Dunia bergetar ketika konfrontasi antara Iran vs Amerika serikat pecah di timur tengah. Keping peristiwa yang kiranya membuat melek mata kita bahwa apa yang sedang terjadi di dunia internasional.
Semakin jelaslah, apabila pelbagai persoalan di beberapa belahan bumi ini termasuk kudeta yang terjadi di Bolivia terhadap presiden rakyat Evo Morales yang di lakukan oleh militer pro Amerika serikat. Ancaman invasi Amerika serikat ke Venezuala, dan masih banyak lagi. Tak usahlah kita merumitkan soal perebutan Natuna, karena mungkin, itu bagian dari pengalihan isu terhadap rentetan panjang tanda-tanda krisisnya kaum pemodal.
Menarik untuk di cari akarnya berbagai persoalan itu, bahwa ini adalah kebuntuan Kapitalisme atau multinasional koorparasi yang senantiasa melakukan eksploitasi dan ekplorasi sumber daya alam dan sumber daya manusia di negara koloninya.

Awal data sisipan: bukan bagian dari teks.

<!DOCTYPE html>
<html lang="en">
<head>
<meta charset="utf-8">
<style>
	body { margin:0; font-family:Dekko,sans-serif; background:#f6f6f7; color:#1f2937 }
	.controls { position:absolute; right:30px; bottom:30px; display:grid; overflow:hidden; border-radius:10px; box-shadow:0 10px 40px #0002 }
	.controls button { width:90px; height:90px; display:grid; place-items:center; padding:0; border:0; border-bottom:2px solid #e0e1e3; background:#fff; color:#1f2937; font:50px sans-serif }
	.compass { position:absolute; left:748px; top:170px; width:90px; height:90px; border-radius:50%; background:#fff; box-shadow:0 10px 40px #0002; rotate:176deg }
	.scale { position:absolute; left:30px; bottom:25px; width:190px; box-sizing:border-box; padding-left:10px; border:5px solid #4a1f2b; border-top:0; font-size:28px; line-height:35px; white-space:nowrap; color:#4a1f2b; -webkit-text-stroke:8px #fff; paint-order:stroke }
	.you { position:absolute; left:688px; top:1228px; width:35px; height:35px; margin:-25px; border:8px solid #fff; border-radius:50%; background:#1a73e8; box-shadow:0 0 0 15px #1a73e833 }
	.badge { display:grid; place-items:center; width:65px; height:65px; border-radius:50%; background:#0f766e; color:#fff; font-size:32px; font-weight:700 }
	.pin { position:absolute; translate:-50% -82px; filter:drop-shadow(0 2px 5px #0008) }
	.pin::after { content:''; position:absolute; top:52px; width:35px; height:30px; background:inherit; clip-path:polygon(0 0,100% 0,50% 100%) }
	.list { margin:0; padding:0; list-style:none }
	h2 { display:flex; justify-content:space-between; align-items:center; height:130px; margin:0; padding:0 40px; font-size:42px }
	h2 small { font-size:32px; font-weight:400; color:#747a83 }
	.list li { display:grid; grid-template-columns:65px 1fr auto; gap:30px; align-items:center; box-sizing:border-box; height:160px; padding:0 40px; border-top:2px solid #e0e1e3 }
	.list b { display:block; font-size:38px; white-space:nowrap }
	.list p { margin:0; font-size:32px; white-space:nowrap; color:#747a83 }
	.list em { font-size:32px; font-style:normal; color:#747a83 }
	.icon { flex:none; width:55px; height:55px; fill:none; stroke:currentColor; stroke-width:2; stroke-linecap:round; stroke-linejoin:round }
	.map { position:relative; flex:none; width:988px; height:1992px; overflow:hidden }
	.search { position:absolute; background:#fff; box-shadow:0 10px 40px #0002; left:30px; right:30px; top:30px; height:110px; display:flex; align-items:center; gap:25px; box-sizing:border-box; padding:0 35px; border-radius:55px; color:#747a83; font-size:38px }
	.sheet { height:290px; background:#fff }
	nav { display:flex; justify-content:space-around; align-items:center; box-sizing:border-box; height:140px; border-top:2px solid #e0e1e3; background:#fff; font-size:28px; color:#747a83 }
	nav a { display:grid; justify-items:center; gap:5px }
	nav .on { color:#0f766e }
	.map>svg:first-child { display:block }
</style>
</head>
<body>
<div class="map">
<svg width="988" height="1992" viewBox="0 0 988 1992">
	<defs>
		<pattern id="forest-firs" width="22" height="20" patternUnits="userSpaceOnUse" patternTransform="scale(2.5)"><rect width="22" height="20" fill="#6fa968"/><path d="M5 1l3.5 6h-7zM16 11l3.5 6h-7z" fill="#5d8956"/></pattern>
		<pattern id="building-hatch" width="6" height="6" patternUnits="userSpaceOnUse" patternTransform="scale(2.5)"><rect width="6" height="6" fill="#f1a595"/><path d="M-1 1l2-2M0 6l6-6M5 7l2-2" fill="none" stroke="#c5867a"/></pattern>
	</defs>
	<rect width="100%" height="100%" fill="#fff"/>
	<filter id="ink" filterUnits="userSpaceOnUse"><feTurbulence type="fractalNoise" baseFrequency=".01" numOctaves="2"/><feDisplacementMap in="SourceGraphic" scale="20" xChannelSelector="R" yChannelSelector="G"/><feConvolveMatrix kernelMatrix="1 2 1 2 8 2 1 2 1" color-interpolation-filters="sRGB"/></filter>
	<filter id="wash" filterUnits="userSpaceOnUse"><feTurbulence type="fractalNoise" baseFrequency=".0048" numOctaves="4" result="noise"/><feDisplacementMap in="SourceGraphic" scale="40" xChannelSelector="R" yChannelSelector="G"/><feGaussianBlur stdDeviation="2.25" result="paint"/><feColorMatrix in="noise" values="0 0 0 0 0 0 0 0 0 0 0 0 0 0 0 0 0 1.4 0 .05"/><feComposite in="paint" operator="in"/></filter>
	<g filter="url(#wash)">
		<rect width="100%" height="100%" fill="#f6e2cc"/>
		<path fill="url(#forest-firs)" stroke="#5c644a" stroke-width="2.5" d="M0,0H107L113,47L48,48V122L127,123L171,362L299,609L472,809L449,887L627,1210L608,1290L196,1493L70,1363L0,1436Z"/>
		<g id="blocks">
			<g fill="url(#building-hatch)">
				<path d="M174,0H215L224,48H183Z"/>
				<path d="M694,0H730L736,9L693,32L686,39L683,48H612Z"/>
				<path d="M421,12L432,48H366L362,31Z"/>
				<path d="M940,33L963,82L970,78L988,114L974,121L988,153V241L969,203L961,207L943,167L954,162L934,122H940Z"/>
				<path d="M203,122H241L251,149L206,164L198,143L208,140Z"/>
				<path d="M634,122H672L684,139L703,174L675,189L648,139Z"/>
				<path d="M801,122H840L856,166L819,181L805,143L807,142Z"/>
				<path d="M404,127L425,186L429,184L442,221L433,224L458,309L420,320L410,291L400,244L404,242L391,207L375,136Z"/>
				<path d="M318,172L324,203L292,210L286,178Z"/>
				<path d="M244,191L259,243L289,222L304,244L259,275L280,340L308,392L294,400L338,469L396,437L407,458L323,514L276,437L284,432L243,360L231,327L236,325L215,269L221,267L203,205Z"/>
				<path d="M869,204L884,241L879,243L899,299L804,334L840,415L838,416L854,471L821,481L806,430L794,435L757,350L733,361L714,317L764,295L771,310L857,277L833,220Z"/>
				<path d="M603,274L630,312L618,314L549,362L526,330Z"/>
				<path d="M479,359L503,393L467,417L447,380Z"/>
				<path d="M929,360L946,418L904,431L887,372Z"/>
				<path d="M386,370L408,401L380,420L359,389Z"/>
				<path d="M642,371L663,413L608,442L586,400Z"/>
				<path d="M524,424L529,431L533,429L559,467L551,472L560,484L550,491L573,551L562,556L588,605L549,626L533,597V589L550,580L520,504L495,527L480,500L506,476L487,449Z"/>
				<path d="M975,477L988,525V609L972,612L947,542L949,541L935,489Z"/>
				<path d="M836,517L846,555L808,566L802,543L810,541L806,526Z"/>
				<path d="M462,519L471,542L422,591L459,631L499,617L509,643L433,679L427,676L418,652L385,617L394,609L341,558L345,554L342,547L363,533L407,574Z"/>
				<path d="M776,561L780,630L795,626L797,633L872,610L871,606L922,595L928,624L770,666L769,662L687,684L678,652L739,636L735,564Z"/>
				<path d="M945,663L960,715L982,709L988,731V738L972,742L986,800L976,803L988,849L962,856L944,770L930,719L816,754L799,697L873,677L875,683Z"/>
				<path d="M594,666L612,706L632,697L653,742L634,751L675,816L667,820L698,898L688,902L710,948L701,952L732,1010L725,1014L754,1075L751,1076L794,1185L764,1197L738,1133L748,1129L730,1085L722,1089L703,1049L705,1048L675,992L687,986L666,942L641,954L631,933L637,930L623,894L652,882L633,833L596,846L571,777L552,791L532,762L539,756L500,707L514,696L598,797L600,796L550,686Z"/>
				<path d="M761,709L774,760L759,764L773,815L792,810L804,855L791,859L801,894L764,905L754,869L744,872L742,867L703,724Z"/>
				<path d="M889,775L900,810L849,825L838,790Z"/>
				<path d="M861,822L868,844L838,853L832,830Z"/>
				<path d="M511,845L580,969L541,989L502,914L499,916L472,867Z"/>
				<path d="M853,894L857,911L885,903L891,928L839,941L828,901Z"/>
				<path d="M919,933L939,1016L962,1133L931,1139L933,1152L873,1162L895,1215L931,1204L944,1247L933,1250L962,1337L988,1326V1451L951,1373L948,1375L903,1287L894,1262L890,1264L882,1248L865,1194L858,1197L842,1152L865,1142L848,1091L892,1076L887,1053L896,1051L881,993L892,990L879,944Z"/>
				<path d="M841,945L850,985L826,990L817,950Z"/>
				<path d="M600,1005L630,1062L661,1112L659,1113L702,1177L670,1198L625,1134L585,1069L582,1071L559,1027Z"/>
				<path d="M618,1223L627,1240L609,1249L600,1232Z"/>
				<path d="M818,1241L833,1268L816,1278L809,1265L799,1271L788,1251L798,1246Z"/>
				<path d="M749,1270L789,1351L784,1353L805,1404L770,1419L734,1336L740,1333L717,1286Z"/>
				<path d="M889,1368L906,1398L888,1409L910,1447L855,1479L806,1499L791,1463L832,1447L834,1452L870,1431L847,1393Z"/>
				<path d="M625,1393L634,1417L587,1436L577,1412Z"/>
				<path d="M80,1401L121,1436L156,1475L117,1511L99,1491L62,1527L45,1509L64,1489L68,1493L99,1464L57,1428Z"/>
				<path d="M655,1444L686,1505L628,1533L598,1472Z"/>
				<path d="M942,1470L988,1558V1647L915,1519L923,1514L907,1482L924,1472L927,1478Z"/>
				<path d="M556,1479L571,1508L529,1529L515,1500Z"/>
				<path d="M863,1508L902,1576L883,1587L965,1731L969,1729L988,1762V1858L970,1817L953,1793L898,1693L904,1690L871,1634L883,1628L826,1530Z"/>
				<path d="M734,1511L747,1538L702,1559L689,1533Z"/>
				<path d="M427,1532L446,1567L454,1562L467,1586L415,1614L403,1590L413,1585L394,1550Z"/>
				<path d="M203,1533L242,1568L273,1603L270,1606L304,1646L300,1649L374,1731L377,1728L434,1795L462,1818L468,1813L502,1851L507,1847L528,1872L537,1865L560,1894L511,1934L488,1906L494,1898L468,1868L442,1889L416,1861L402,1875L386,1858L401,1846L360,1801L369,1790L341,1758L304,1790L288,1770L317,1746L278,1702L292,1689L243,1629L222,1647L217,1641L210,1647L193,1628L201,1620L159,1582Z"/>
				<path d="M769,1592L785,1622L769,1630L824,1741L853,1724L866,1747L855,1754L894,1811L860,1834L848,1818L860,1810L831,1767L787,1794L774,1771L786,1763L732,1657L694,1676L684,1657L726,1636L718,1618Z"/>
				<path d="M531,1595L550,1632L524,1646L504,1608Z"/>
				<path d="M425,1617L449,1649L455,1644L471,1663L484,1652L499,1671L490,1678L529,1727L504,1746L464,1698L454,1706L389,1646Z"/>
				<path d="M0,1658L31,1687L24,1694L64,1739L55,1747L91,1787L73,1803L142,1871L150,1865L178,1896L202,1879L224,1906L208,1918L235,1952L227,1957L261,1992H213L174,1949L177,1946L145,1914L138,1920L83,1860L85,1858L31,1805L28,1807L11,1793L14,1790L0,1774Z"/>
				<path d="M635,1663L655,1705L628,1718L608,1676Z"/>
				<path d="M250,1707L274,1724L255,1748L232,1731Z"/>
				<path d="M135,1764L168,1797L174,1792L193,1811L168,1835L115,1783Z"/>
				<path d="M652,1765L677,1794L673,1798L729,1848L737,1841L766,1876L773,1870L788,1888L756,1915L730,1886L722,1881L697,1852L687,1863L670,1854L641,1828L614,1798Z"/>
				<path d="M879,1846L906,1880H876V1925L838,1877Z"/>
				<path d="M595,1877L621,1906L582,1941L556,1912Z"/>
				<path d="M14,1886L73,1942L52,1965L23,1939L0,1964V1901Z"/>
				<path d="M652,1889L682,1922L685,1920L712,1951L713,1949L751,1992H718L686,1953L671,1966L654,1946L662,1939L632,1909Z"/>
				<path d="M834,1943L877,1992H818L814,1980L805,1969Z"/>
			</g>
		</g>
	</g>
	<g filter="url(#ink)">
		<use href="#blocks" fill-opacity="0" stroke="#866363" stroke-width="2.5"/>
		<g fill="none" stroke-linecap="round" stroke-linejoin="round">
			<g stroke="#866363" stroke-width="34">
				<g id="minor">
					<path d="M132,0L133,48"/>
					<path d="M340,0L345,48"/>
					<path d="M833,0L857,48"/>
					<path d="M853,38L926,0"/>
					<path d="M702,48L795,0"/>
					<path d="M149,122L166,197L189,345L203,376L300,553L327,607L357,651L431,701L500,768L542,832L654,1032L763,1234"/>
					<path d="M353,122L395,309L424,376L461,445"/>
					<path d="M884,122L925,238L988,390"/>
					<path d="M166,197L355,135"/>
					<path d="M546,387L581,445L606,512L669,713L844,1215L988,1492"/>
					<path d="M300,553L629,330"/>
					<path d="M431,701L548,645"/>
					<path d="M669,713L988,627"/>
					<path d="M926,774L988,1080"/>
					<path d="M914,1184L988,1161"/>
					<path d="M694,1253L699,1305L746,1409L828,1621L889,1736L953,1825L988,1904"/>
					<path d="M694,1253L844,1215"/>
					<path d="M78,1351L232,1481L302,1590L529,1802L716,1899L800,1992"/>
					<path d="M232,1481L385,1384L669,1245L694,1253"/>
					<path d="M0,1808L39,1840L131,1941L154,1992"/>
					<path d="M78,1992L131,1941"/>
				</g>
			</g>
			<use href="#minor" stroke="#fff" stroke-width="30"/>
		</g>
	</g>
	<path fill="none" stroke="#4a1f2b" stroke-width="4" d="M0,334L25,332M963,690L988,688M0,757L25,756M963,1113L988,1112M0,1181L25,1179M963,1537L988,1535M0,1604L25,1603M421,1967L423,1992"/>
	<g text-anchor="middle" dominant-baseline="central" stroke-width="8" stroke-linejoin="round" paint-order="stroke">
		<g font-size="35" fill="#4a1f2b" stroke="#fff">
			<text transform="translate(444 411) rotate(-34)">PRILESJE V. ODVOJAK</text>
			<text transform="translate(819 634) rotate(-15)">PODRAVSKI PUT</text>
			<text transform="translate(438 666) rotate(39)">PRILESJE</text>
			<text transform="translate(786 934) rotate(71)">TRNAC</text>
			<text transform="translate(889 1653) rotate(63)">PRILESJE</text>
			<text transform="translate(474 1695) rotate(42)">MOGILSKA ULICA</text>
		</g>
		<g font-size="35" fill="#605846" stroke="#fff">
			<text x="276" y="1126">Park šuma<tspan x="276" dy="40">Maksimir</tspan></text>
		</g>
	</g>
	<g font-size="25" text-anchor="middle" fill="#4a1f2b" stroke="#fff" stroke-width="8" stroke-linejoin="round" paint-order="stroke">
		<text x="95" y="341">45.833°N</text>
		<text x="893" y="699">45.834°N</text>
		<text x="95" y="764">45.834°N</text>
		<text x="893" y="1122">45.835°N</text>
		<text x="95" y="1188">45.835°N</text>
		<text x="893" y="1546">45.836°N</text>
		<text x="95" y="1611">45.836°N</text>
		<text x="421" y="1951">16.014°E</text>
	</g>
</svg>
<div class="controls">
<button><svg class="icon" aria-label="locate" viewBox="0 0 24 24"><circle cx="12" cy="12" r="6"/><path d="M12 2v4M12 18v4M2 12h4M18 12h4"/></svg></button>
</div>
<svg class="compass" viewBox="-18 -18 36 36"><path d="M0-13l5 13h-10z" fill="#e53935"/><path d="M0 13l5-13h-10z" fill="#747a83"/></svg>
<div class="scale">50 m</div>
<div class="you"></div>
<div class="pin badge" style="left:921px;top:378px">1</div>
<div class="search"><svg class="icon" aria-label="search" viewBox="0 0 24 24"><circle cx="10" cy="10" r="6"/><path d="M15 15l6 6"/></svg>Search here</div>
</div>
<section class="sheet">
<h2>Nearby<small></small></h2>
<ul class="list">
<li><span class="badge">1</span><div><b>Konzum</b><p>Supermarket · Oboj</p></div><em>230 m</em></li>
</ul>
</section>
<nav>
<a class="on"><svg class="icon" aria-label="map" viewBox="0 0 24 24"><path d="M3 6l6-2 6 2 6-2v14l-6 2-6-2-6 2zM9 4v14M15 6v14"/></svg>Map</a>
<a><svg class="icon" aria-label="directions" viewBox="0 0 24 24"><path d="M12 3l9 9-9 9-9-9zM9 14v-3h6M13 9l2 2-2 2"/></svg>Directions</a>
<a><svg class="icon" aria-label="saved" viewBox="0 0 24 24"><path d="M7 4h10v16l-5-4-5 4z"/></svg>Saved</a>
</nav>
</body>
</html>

Indonesia, kita tahu bersama adalah sebuah negara dengan keanekaragaman budaya dan komoditas. Beberan pemerintah bahwa pertumbuhan ekonomi kita meningkat, sebenarnya apanya yang meningkat ? Kita jumpai bersama dimana akses pendidikan yang semakin mahal, kesehatan makin sulit untuk di dapatkan, daya beli masyarakat rendah karena penghasilan mayoritas rakyat indonesia di bawah rata-rata.
Hanya 1,1 persen orang dewasa di Indonesia yang memiliki kekayaan di atas 100.000 dollar AS (Rp 1,4 miliar), dibandingkan dengan 10,6 persen proporsi global. Selain itu, hanya 115.000 penduduk Indonesia masuk dalam 1 persen orang yang memegang kekayaan global, angka tersebut cenderung rendah untuk negara dengan populasi penduduk dewasa mencapai 173 juta jiwa, laporan dikutip dari Kompas.com
Memasuki tahun 2020 kita di hantam oleh rancangan aturan oleh pemerintah yang di sebut Omnibus Law CILAKA (Cipta Lapangan Kerja). Omnibus Law di usulkan pemerintah untuk membuka ruang yang lebih luas bagi investasi demi meningkatkan pertumbuhan ekonomi negara. Pertanyaannya pertumbuhan ekonomi untuk apa kalau tidak berdampak bagi kesejahteraan rakyat ? Kalau dalihnya melalui pembangunan infrastruktur, nyatanya infrastruktur yang di bangun melalui APBN lebih prioritas untuk akses para kapital untuk memperjanjang nafasnya.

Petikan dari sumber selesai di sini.